The process on how to get verified on OpenSea is actually quite simple.
But we’re going to walk you through it step-by-step anyway:
Step 1: OpenSea verification form
Start off by opening the browser of your choice and navigating to the official OpenSea Verification Form: https://airtable.com/shr6kWzFZ4gWdYE6C
You’ll be presented with a short summary of the requirements for verification.
At the bottom of the screen, you’ll two checkboxes for “Account Verification” and “Collection Verification”.
Depending on what sort of verification you are trying to achieve, you’ll be confronted with different fields and questions to fill out.
Step 2: Complete the form
If you’ve chosen to verify your account you will be asked to provide the following pieces of information:
- Link to your account on OpenSea
- Your full name
- A valid email address for your account
- Proof of identify via a LinkedIn, GitHub, Twitter or Instagram profile
- Link to a social media post with the wallet address of the profile you want to verify
Here’s an example of such a post on Twitter.
Finally, confirm that the information you’ve provided is true and you’ve read and accepted OpenSea’s terms of service.
Now, perhaps you’re more interested in knowing how to get verified on OpenSea for your collection.
Well, if you’ve chosen to verify a specific NFT collection, then the questions you’ll be asked are slightly different:
- The project’s name
- Link to your project’s collection on OpenSea
- Total trading volume of your collection (in ETH)

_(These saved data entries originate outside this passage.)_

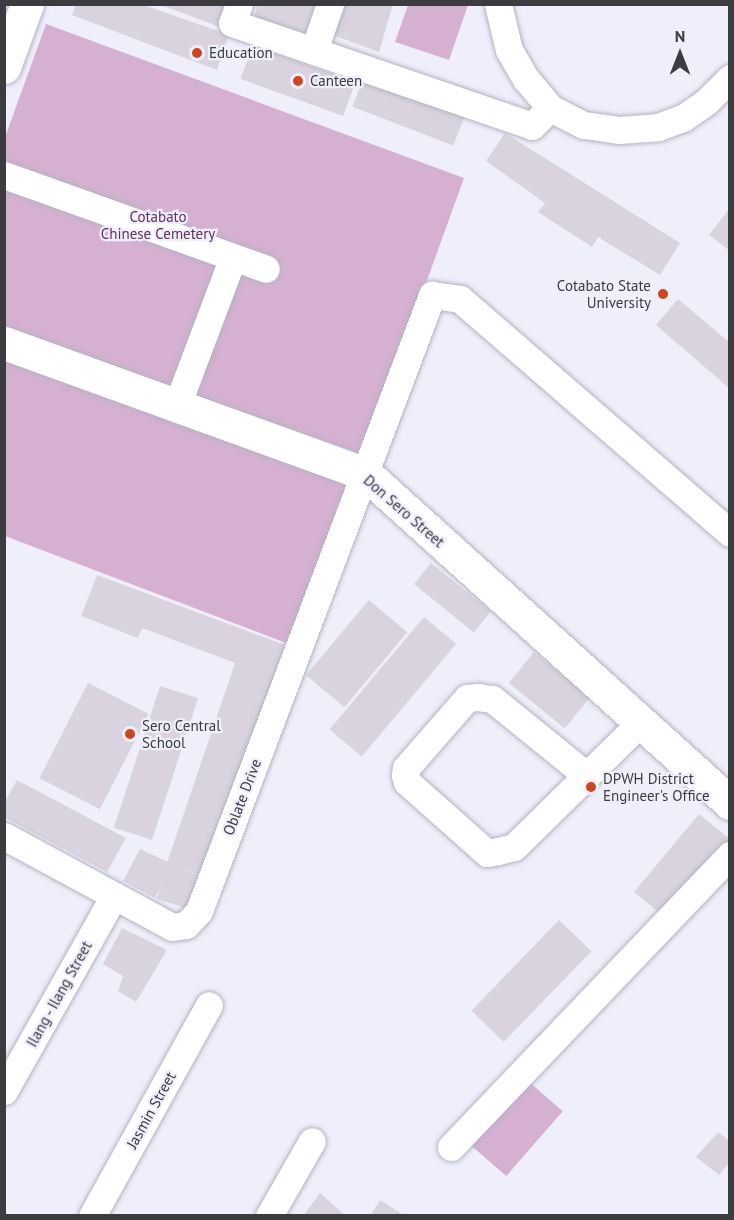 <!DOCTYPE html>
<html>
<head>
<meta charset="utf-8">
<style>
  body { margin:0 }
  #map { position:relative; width:734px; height:1220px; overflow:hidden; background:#eeeffb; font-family:"PT Sans",sans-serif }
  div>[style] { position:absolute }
  .green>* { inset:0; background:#d5b0d1; transform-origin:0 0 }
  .building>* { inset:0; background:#d9d3df; transform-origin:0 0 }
  .roads { filter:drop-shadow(0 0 2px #b4b4c0) drop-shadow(0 0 2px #b4b4c0) }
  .minor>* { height:27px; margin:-13.5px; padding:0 13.5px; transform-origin:13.5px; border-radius:13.5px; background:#fff }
  .major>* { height:33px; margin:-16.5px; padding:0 16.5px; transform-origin:16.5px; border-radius:16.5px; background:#fff }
  .dots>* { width:16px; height:16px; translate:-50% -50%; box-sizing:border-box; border:3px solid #eeeffb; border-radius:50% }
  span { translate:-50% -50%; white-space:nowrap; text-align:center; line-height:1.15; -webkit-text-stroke:4.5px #eeeffb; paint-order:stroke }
  .poi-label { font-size:15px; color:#3b3b40 }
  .left { translate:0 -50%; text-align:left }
  .right { translate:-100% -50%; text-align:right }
  .park-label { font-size:15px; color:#60315d }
  .street-label { font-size:15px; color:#3b3b40 }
  .frame { position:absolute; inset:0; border:6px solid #3b3b40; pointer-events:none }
  .north { position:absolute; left:650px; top:24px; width:60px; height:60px; -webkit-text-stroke:4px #eeeffb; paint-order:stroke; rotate:0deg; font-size:16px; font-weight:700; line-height:24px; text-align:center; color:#3b3b40 }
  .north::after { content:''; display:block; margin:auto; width:21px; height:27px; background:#3b3b40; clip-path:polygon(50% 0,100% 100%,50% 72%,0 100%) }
</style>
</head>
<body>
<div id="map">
  <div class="green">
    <div style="clip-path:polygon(408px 5px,468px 5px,449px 60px,395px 42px)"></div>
    <div style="clip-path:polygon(46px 24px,464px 178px,364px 455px,5px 328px,4px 140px)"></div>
    <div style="clip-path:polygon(4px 356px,354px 484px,294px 646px,5px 536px)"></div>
    <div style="left:528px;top:1081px;width:46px;height:86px;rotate:41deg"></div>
  </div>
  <div class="building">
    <div style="clip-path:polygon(76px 4px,141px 4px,229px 35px,217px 70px,72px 15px)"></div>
    <div style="clip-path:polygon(158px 4px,228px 4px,220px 27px)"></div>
    <div style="clip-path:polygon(258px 4px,319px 4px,309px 34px,254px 17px)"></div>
    <div style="clip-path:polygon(339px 4px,393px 4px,379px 52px,330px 34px)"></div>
    <div style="left:253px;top:45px;width:109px;height:36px;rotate:20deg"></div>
    <div style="left:365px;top:74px;width:108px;height:35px;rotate:21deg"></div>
    <div style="clip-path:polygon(505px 133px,680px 243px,660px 275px,598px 237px,592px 247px,538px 212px,545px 203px,486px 161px)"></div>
    <div style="clip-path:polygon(730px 208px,730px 251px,709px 235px)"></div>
    <div style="clip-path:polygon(678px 299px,730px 343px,730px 389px,656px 325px)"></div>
    <div style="left:431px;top:563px;width:77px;height:27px;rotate:39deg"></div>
    <div style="clip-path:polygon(97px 575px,285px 645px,202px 876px,167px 863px,235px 663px,142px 628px,138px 638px,81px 616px)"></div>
    <div style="left:369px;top:600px;width:50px;height:98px;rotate:40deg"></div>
    <div style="left:424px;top:617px;width:42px;height:147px;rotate:40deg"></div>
    <div style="left:534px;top:652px;width:72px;height:40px;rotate:39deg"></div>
    <div style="left:88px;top:683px;width:68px;height:107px;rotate:27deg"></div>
    <div style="left:160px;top:686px;width:40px;height:149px;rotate:18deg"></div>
    <div style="clip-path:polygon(17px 780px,126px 838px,107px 872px,4px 817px,4px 803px)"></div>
    <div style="clip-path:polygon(699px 814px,730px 839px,730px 845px,667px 919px,634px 892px)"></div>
    <div style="clip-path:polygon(140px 849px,201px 877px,190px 909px,156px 899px,163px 884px,155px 898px,123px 881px)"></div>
    <div style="left:559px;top:920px;width:45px;height:126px;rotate:44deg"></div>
    <div style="clip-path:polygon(122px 928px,167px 950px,136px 1002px,118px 991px,123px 976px,103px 964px)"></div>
    <div style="clip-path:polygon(718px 1132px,730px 1141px,730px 1162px,719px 1175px,696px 1157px)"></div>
    <div style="clip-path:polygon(320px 1193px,346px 1216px,303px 1216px)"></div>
    <div style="clip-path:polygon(380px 1200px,405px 1216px,370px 1216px)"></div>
  </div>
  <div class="roads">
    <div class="minor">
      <div style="left:239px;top:4px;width:20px;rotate:110deg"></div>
      <div style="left:232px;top:23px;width:317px;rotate:18.9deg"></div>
      <div style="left:532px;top:126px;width:25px;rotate:-45deg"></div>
      <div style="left:498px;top:4px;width:47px;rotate:76.6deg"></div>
      <div style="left:509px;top:50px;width:34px;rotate:60deg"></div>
      <div style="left:526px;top:79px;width:38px;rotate:50deg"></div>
      <div style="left:550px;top:108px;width:38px;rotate:27deg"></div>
      <div style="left:584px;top:125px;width:35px;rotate:8deg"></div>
      <div style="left:619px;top:130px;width:39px;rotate:-4deg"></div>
      <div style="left:658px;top:127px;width:27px;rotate:-20deg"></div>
      <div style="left:683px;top:118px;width:28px;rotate:-35deg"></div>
      <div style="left:706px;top:102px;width:34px;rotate:-45deg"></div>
      <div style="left:314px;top:50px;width:49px;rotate:-70.8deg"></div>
      <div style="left:4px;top:175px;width:278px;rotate:19.7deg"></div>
      <div style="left:176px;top:408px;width:161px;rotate:-69.3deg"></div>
      <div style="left:586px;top:775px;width:121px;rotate:-141deg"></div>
      <div style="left:492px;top:699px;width:14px;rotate:-172deg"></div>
      <div style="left:478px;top:697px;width:11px;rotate:175deg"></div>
      <div style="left:467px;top:698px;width:93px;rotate:131.1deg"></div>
      <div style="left:406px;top:768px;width:7px;rotate:98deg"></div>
      <div style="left:405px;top:775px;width:7px;rotate:74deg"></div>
      <div style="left:407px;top:782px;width:107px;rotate:41.6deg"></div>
      <div style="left:487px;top:853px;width:11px;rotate:-10deg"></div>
      <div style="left:498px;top:851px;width:16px;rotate:-14deg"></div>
      <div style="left:514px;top:847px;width:177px;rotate:-44.5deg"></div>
      <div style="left:4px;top:836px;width:191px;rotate:28.4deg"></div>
      <div style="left:172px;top:927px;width:14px;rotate:-8deg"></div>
      <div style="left:186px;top:925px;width:19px;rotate:-47deg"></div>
      <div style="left:199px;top:911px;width:659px;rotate:-69.28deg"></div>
      <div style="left:432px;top:295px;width:28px;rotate:8deg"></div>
      <div style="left:460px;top:299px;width:357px;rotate:40.9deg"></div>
      <div style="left:4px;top:1091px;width:224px;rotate:-60.6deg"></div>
      <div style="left:451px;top:1147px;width:404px;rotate:-46.3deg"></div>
      <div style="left:92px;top:1216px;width:241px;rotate:-61deg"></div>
      <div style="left:269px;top:1216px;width:86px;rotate:-60.2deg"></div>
    </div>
    <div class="major">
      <div style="left:4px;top:67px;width:67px;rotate:-69.9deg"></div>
      <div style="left:4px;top:343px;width:385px;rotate:19.9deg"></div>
      <div style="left:366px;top:474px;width:491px;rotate:42.1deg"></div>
    </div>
  </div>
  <div class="dots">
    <div style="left:197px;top:53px;background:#ce451f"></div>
    <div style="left:298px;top:81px;background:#ce451f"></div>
    <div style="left:663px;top:294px;background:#ce451f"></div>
    <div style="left:130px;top:734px;background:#ce451f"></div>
    <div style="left:591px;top:787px;background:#ce451f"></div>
  </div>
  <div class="poi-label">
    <span class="left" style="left:209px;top:53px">Education</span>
    <span class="left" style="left:310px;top:81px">Canteen</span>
    <span class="right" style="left:651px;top:294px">Cotabato State<br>University</span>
    <span class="left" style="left:142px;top:734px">Sero Central<br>School</span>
    <span class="left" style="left:603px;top:787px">DPWH District<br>Engineer's Office</span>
  </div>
  <div class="park-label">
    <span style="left:158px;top:225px">Cotabato<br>Chinese Cemetery</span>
  </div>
  <div class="street-label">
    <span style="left:404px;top:511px;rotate:41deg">Don Sero Street</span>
    <span style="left:242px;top:797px;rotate:-69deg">Oblate Drive</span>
    <span style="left:59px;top:994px;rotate:-61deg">Ilang - Ilang Street</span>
    <span style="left:151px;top:1110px;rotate:-61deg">Jasmin Street</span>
  </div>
  <div class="frame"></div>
  <div class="north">N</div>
</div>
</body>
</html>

- Contact email for the project
- Proof of identify via a LinkedIn, GitHub, Twitter or Instagram profile
- Documents that demonstrate proof of authorship over the project (see OpenSea’s proof of authorship guidelines for details)
- 13 separate statements that you must confirm to be true (otherwise you’d be in breach of OpenSea’s terms of service)
Once you’ve completed the form, you can click the “Submit” button at the very bottom.
You’ll have to wait for at least 5 business days until you receive a response from OpenSea, but it might also take a lot longer.
Step 3: How to post your wallet address
Some people are overwhelmed by the proof of identity requirement, when in fact it’s very easy to do.
You can copy your OpenSea wallet address by navigating to your profile and simply copying the Ethereum address under your username.
Then go to one of the eligible social media platforms and post the following text (replace the address with your own wallet address, duh!):
Hello @opensea !
Once you’ve done that, make sure you copy the direct link to the post.
Usually, you can do that by simply tapping on the share icon and then selecting “Copy Link”.
Then just paste it into the application form and that’s it.
And now you wait.
You might be impatient, but I’m afraid this is the only way how to get verified on OpenSea.
Applying for OpenSea verification is actually very easy.
Meeting the necessary requirements and truly figuring out how to get verified on OpenSea is the real challenge.
Most people will never get to the point where they are considered relevant enough to successfully get verified on OpenSea.
But those who do will become part of an elite community of NFT leaders.